→ Exercise aim: Report each line of the entries that includes "Piramida" by copying it.

→ Source material:
▶
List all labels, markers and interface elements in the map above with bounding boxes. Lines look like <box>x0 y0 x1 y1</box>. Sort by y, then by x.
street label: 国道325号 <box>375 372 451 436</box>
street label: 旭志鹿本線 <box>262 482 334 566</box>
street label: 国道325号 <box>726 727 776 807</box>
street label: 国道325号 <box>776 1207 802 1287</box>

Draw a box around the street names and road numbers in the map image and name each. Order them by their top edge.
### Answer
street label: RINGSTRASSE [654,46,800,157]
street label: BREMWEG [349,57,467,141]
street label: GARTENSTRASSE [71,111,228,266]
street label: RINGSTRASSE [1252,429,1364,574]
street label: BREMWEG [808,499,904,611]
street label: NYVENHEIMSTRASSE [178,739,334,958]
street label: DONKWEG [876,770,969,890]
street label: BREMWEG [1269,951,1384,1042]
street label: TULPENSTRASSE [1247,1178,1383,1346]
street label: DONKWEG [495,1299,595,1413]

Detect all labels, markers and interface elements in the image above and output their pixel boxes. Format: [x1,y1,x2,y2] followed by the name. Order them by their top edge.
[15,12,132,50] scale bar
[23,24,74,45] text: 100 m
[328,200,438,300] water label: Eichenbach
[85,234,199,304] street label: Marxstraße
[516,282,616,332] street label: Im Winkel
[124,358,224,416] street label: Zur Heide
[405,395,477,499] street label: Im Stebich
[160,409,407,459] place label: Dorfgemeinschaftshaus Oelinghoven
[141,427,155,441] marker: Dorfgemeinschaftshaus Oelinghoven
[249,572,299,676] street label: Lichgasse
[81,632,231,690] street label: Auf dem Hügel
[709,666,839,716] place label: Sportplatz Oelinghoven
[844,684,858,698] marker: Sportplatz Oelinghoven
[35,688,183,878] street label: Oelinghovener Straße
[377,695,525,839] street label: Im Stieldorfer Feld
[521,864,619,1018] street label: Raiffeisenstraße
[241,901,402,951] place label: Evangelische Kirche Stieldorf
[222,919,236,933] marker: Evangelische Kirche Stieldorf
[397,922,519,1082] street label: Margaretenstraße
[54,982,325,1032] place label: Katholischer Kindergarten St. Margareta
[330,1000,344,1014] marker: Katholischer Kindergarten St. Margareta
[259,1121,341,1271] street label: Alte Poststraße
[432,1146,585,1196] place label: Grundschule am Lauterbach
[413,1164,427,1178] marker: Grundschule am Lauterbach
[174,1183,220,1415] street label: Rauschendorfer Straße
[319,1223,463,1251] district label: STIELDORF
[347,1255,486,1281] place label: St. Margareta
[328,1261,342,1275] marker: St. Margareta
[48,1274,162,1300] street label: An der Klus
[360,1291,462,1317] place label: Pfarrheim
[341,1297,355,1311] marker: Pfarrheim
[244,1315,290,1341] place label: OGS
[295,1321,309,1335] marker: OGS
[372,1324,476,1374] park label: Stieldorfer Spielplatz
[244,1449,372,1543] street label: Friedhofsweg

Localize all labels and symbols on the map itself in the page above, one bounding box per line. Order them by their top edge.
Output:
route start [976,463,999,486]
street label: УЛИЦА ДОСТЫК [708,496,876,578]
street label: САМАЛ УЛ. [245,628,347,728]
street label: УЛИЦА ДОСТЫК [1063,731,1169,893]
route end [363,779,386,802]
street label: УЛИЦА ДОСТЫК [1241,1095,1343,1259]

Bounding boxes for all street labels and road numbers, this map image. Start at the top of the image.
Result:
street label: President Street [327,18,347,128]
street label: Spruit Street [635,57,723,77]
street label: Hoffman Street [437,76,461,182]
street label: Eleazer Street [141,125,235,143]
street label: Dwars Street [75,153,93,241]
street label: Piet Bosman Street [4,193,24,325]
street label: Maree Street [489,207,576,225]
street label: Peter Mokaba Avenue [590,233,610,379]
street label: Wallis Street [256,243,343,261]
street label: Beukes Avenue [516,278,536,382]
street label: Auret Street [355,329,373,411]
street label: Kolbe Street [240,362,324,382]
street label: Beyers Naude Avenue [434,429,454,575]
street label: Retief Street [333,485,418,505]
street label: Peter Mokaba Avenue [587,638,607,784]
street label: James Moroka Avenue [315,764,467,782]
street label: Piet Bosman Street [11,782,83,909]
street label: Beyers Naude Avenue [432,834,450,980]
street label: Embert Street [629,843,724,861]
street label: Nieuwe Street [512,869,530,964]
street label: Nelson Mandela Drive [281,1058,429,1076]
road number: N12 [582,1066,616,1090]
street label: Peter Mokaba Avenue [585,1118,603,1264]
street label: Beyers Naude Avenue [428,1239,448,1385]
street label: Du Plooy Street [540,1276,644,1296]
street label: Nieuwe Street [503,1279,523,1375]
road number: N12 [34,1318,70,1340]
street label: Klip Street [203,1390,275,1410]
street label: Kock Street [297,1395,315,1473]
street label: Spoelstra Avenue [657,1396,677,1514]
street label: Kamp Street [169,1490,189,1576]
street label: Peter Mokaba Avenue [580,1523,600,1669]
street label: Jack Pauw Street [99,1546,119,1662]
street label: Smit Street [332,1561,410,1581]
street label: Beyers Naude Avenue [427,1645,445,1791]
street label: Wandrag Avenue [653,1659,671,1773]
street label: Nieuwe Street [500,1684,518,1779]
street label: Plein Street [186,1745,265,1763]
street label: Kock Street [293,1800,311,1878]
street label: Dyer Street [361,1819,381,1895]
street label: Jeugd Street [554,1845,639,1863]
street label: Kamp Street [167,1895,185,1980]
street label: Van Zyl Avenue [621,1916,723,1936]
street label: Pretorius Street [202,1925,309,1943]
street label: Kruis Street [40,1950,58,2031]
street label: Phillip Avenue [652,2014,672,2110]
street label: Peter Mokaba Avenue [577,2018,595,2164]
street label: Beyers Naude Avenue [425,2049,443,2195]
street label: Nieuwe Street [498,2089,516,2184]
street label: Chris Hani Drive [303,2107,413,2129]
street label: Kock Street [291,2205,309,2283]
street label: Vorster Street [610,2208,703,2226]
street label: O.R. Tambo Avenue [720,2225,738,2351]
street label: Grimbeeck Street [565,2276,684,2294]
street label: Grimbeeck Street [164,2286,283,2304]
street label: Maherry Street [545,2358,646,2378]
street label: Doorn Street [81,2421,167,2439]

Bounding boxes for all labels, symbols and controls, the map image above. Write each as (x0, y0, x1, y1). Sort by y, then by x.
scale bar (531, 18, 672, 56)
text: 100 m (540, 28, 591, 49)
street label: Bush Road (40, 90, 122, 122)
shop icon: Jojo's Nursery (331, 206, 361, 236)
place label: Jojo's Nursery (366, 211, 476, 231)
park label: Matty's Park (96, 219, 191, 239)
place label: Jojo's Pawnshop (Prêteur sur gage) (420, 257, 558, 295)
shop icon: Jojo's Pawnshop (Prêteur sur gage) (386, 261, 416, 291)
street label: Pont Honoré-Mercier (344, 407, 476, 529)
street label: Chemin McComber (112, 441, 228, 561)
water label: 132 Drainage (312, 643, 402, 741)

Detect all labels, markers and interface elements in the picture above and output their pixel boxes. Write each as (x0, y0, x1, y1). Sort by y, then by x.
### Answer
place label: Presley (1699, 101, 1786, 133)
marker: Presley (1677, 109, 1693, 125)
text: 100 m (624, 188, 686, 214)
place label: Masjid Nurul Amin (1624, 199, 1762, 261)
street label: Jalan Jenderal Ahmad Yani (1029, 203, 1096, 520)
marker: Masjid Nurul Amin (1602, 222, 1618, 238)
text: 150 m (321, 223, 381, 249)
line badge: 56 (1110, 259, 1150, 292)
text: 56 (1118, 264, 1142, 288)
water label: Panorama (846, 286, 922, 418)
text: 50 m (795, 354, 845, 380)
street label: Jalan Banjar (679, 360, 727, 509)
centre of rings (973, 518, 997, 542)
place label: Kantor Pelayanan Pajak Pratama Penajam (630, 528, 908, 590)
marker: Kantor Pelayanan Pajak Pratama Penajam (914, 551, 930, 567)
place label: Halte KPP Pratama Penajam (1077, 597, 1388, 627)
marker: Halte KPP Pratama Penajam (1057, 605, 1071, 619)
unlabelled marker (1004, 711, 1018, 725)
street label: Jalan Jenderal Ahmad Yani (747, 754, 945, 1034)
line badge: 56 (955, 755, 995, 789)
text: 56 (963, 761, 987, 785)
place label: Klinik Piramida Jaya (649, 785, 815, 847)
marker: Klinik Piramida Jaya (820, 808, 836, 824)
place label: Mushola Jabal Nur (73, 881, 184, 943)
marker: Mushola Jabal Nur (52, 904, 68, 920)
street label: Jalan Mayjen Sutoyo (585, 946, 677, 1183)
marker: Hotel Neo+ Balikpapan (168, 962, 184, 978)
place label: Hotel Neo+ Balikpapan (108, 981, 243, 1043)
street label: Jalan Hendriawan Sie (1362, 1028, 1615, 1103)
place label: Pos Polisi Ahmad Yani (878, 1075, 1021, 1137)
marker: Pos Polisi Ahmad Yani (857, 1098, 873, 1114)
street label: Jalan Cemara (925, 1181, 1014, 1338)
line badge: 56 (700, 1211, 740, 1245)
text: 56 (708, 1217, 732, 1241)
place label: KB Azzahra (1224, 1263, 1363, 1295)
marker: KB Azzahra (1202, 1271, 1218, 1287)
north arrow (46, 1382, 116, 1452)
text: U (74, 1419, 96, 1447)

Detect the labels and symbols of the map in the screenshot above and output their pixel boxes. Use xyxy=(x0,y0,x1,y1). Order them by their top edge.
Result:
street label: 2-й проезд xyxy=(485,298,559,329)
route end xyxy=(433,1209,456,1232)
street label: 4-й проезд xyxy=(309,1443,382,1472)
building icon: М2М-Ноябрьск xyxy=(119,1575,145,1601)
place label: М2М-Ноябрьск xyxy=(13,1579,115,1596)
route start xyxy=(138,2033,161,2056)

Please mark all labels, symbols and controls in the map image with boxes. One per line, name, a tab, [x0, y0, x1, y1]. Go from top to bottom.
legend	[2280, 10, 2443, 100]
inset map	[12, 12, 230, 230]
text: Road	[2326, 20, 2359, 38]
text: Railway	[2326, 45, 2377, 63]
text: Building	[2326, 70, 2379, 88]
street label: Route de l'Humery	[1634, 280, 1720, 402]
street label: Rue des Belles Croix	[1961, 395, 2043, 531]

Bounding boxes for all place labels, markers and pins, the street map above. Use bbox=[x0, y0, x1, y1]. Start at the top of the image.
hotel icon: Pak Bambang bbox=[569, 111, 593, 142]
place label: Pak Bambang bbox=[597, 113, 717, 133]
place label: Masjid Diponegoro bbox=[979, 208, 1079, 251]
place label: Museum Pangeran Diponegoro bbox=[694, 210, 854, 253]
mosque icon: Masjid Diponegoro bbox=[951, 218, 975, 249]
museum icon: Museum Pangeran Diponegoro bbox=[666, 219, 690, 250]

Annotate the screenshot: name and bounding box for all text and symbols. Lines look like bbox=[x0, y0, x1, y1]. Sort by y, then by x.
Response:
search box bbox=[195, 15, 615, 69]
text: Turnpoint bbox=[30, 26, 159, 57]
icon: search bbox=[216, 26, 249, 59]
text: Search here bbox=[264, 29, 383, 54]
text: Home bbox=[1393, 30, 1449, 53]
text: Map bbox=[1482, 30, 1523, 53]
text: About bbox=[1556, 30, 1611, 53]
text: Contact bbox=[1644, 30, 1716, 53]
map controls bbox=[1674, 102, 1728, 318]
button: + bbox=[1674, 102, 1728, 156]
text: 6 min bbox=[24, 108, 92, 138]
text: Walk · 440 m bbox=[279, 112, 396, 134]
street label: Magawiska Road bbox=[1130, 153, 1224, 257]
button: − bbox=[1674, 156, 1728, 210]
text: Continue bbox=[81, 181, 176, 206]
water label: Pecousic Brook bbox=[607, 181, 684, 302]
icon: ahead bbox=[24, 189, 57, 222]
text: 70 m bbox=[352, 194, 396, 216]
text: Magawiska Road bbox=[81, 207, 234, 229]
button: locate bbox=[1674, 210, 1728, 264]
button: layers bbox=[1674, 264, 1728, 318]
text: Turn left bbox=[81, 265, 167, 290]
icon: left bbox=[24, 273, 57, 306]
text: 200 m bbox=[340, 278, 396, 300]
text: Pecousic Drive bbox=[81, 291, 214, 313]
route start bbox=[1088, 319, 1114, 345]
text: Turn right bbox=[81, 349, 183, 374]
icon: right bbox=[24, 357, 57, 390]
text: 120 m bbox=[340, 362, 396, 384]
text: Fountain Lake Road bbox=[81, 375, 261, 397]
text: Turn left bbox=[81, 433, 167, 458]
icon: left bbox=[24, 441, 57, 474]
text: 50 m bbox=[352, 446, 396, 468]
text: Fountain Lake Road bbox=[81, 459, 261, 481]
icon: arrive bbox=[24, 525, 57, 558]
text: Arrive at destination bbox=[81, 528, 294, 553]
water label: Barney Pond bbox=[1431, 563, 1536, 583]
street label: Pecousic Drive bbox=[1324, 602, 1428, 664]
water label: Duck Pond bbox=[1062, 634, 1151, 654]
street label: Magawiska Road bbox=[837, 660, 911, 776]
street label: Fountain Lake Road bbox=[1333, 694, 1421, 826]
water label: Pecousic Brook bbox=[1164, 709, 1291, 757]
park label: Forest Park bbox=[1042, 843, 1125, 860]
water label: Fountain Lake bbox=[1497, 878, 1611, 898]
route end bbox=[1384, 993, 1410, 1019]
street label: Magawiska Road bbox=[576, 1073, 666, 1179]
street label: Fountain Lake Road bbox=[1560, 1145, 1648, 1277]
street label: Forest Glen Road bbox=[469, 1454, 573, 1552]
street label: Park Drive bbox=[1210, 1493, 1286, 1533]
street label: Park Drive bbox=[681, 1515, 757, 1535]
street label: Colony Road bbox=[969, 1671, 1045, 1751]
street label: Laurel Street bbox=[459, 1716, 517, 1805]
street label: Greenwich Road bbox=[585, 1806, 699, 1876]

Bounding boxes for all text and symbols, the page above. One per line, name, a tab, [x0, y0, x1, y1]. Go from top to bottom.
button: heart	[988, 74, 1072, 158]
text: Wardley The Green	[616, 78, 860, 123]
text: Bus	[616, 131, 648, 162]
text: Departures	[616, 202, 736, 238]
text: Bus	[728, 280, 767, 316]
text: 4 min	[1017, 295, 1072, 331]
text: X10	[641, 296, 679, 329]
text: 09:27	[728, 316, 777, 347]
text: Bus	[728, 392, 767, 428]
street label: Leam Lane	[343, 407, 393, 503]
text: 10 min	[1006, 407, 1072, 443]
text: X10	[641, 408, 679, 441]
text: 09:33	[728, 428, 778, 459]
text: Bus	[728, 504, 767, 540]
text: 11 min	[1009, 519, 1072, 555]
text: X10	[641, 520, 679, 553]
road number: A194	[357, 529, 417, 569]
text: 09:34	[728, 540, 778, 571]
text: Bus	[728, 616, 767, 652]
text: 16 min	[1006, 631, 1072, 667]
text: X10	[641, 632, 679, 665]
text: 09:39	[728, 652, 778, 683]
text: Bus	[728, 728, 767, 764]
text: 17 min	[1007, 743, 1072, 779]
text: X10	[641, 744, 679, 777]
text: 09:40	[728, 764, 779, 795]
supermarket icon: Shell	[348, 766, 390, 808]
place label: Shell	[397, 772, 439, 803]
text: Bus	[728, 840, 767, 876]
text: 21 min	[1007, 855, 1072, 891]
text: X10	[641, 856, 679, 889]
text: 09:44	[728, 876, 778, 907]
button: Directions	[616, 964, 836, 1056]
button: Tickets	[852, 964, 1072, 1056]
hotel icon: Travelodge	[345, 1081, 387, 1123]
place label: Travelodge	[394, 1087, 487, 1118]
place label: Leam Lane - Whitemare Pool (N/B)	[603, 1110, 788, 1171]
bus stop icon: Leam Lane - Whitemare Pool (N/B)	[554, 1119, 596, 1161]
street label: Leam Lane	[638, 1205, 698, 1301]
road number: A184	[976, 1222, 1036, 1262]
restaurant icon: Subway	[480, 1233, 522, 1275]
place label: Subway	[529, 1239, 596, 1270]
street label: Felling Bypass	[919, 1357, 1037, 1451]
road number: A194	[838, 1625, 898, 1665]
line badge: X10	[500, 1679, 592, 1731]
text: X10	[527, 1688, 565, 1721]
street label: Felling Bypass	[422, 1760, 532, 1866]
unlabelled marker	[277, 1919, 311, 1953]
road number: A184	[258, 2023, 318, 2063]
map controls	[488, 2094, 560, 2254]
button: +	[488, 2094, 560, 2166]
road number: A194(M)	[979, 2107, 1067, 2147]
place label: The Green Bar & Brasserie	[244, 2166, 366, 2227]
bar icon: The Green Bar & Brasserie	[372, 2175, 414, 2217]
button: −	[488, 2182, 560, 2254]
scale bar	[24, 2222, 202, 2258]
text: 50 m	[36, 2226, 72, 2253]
◀
→ Result for this task:
place label: Klinik Piramida Jaya (649, 785, 815, 847)
marker: Klinik Piramida Jaya (820, 808, 836, 824)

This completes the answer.